Riso indice glicemico e diabete di tipo 2 | quale preferire e come deamidarlo

Riso indice glicemico e diabete di tipo 2 | quale preferire e come deamidarlo.
Condivido i miei appunti.

Riso indice glicemico e diabete di tipo 2 | quale preferire e come deamidarlo

FAQ – Domande frequenti su riso e diabete

Tra le domande più frequenti in tema di diabete e riso:
– Chi ha il diabete può mangiare il riso?
– Quale tipo di riso va bene per i diabetici?
– Quale riso ha indice glicemico più basso?

Sono tutte domande che dovresti porre al tuo diabetologo!
Detto questo, ti lascio i miei appunti personali sull’argomento.

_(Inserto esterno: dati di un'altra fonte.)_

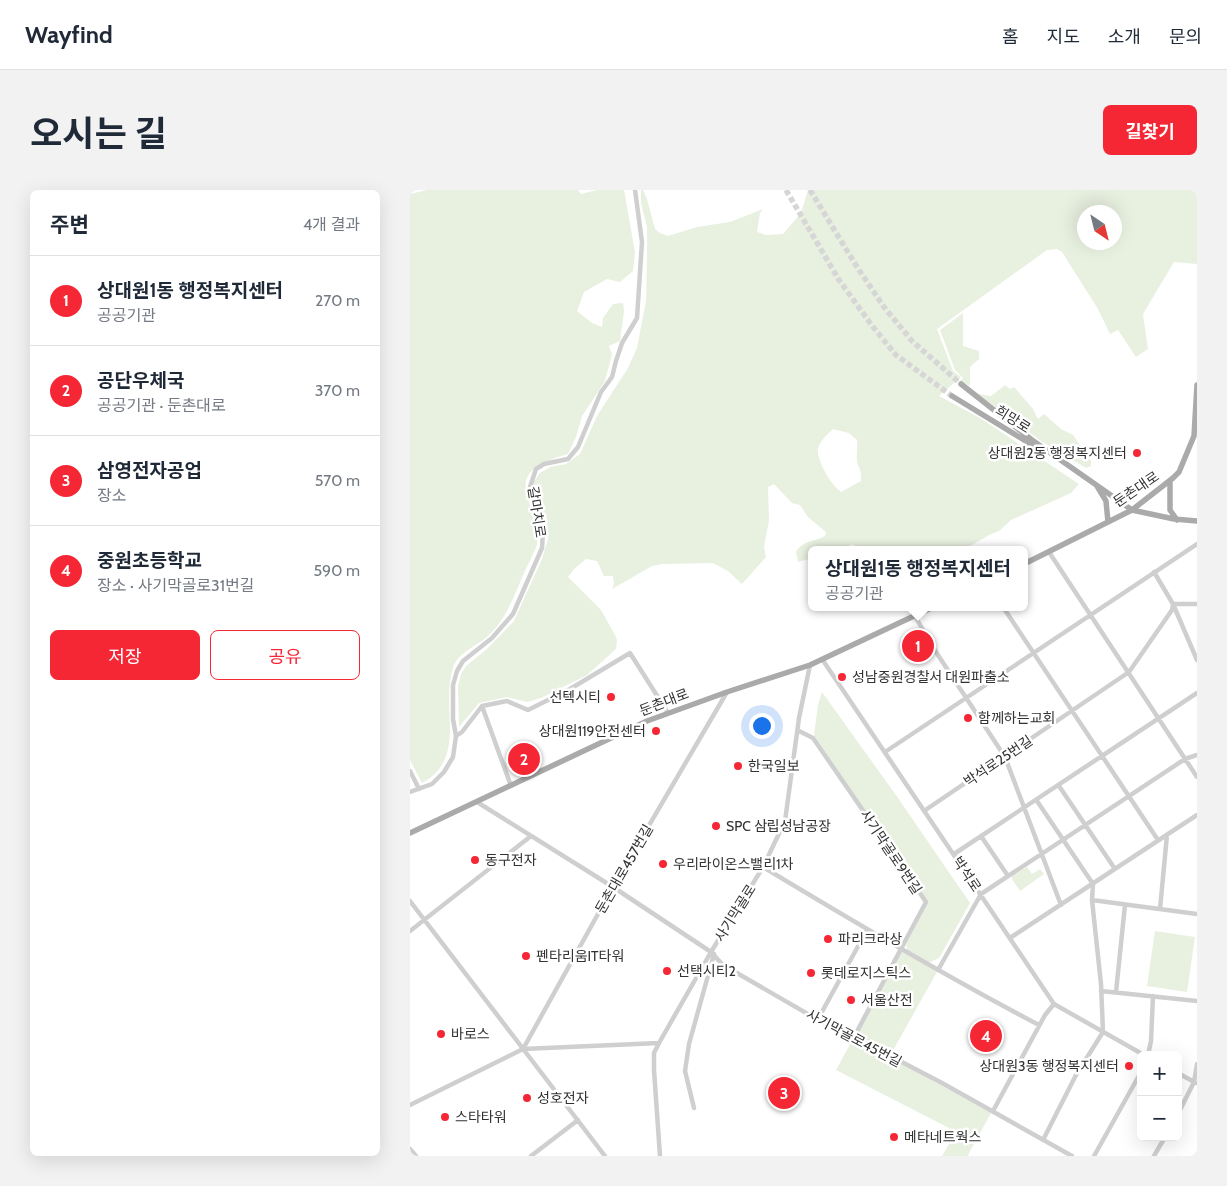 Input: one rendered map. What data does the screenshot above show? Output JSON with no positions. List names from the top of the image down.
{
  "streets": {
    "main road": ["희망로", "둔촌대로"],
    "street": [
      "갈마치로",
      "박석로25번길",
      "사기막골로9번길",
      "둔촌대로457번길",
      "박석로",
      "사기막골로",
      "사기막골로45번길"
    ]
  },
  "crossings": [
    ["희망로", "둔촌대로"],
    ["둔촌대로", "둔촌대로457번길"],
    ["둔촌대로", "박석로"],
    ["둔촌대로", "사기막골로"],
    ["둔촌대로", "사기막골로45번길"],
    ["박석로25번길", "박석로"],
    ["사기막골로9번길", "사기막골로"],
    ["사기막골로9번길", "사기막골로45번길"],
    ["둔촌대로457번길", "사기막골로45번길"],
    ["사기막골로", "사기막골로45번길"]
  ],
  "places": [
    "상대원2동 행정복지센터",
    "성남중원경찰서 대원파출소",
    "선텍시티",
    "함께하는교회",
    "상대원119안전센터",
    "한국일보",
    "SPC 삼립성남공장",
    "동구전자",
    "우리라이온스밸리1차",
    "파리크라상",
    "펜타리움IT타워",
    "선택시티2",
    "롯데로지스틱스",
    "서울산전",
    "바로스",
    "상대원3동 행정복지센터",
    "성호전자",
    "스타타워",
    "메타네트웍스"
  ],
  "north": "bottom right",
  "page": {
    "header": "Wayfind",
    "nav": [
      "홈",
      "지도",
      "소개",
      "문의"
    ],
    "title": "오시는 길",
    "buttons": [
      "길찾기",
      ["저장", "공유"]
    ],
    "heading": ["주변", "4개 결과"],
    "list": [
      {
        "mark": "1",
        "name": "상대원1동 행정복지센터",
        "note": "공공기관",
        "value": "270 m"
      },
      {
        "mark": "2",
        "name": "공단우체국",
        "note": "공공기관 · 둔촌대로",
        "value": "370 m"
      },
      {
        "mark": "3",
        "name": "삼영전자공업",
        "note": "장소",
        "value": "570 m"
      },
      {
        "mark": "4",
        "name": "중원초등학교",
        "note": "장소 · 사기막골로31번길",
        "value": "590 m"
      }
    ],
    "popup": ["상대원1동 행정복지센터", "공공기관"],
    "pins": [
      "1",
      "2",
      "4",
      "3"
    ],
    "map_buttons": ["+", "−"]
  }
}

Indice glicemico e carico glicemico spiegati in modo chiaro

Riso | indice glicemico

L’indice glicemico del riso assume valori differenti secondo il tipo, il processo produttivo e il metodo di cottura.

Indice glicemico del riso
– riso selvatico o riso selvaggio IG 30;
– riso venere IG 45;
– riso basmati integrale IG 45;
– riso basmati IG 50;
– riso integrale IG 50;
– riso parboiled [letteralmente parzialmente bollito] valori nutrizionali simili a quelli del riso integrale ma contenuto di fibre inferiore IG 50;
– riso rosso IG 55;
– riso comune IG 70.

Inoltre:
– riso soffiato e gallette di riso IG 60;
– latte di riso IG 85;
– farina di riso IG 95.

Fonte: Metodo Montignac.

Consigli
– evita il riso bianco e preferisci varietà a basso indice glicemico;
– evita riso soffiato e gallette di riso, latte di riso, farina di riso;
inizia il pasto con una porzione abbondante di verdura cruda o cotta e abbina il riso a fibre, proteine magre e grassi buoni per rallentare l’assorbimento dei carboidrati.

Preparazione del riso

Preparazione del riso

Accorgimenti utili per la preparazione del riso al fine di ridurne l’impatto glicemico.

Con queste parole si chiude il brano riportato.